▸ **THE PROBLEM**:
From the entries that follow, pick out all lines holding "road".

Collected data entries
>>
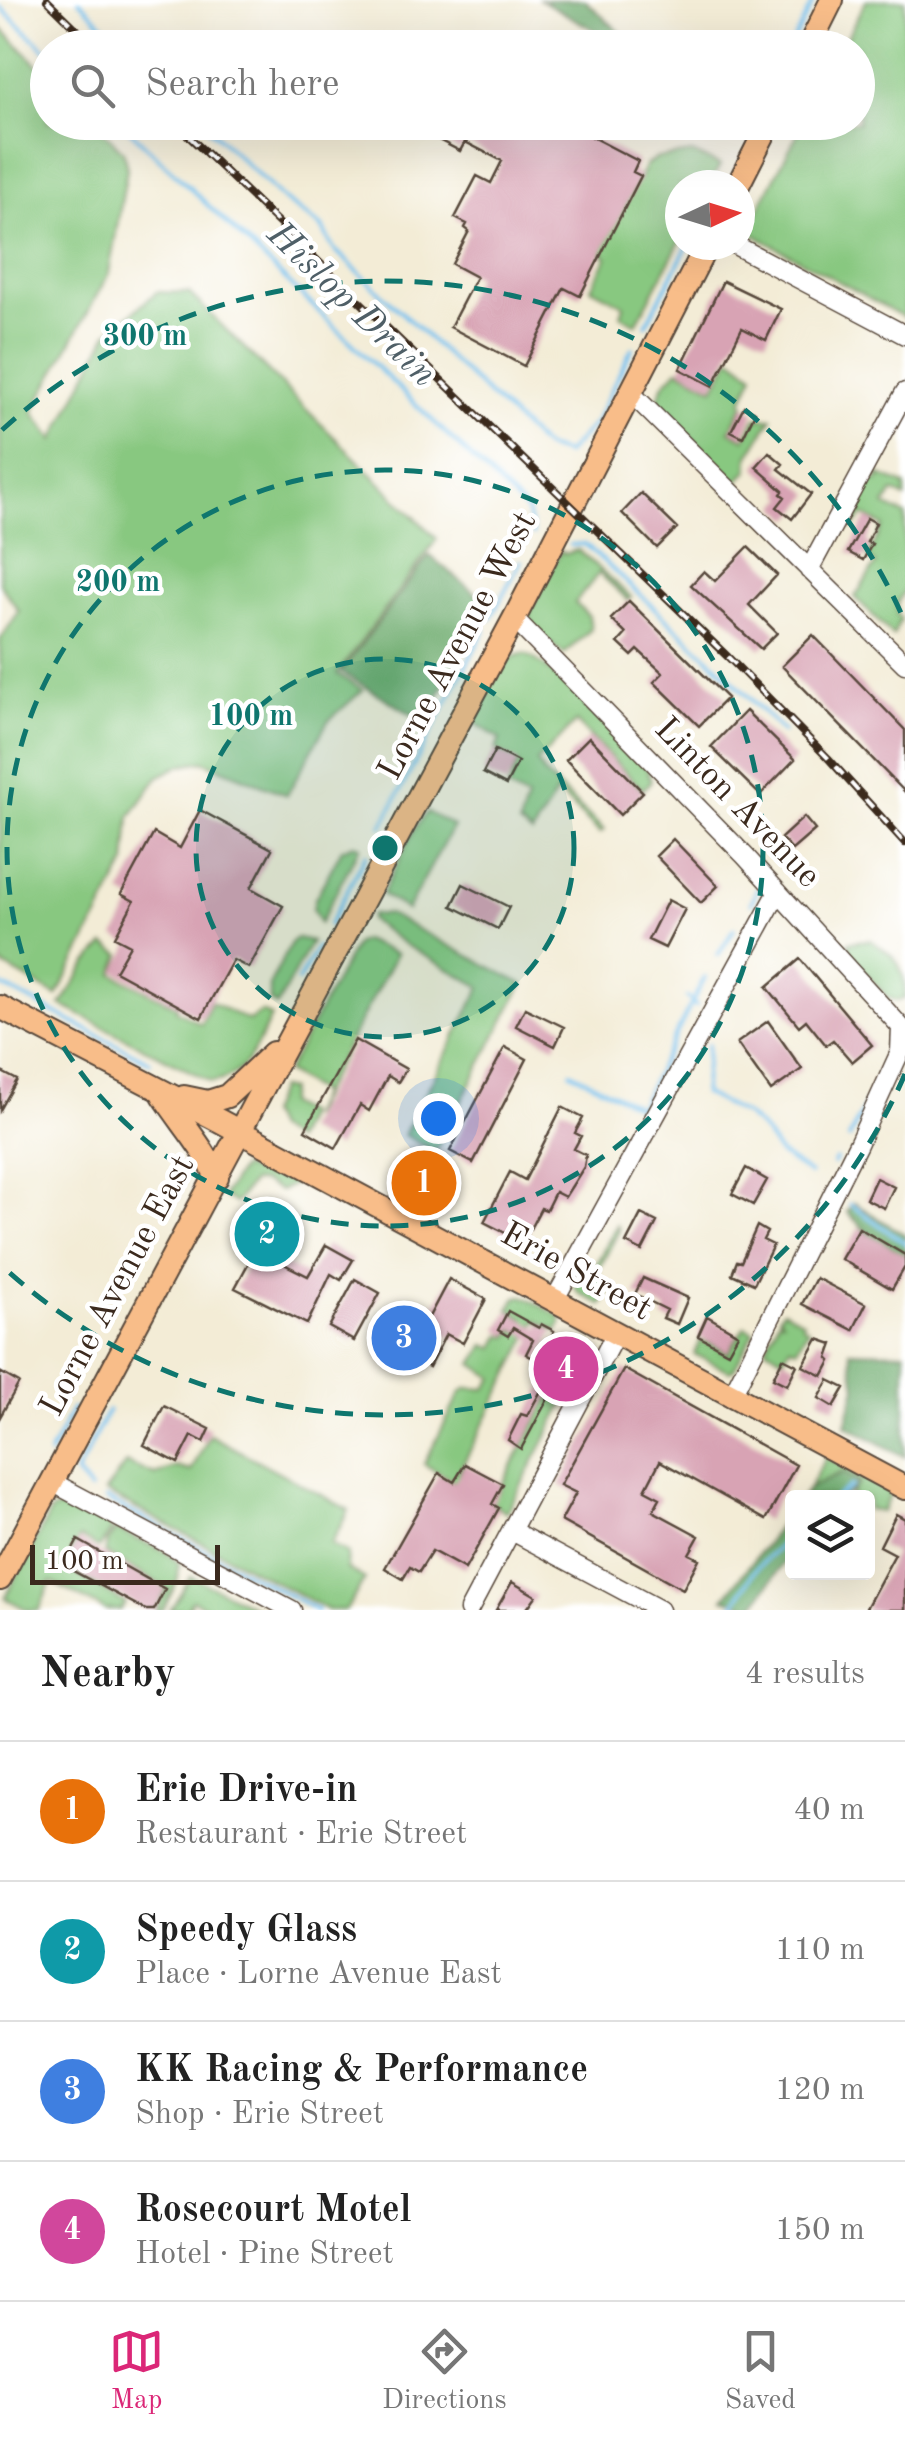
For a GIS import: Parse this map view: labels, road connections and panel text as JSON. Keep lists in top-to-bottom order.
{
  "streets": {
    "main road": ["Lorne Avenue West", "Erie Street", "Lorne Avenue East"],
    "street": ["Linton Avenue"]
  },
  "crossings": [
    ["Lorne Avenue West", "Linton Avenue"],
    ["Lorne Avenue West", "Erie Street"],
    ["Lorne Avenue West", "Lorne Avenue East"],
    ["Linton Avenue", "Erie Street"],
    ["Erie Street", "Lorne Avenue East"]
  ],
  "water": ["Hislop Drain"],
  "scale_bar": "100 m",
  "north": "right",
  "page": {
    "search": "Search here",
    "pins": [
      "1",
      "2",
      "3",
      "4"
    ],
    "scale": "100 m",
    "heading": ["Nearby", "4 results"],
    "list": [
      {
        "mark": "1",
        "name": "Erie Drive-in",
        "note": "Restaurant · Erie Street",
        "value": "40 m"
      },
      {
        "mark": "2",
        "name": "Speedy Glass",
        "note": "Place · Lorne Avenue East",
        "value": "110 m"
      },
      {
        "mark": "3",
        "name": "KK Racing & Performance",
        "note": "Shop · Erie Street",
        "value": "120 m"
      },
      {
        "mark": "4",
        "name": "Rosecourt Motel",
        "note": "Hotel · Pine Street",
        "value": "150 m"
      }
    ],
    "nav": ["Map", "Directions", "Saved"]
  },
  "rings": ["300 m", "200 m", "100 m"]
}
<<
▸ **SOLUTION FOR THIS EXERCISE**:
For a GIS import: Parse this map view: labels, road connections and panel text as JSON. Keep lists in top-to-bottom order.
    "main road": ["Lorne Avenue West", "Erie Street", "Lorne Avenue East"],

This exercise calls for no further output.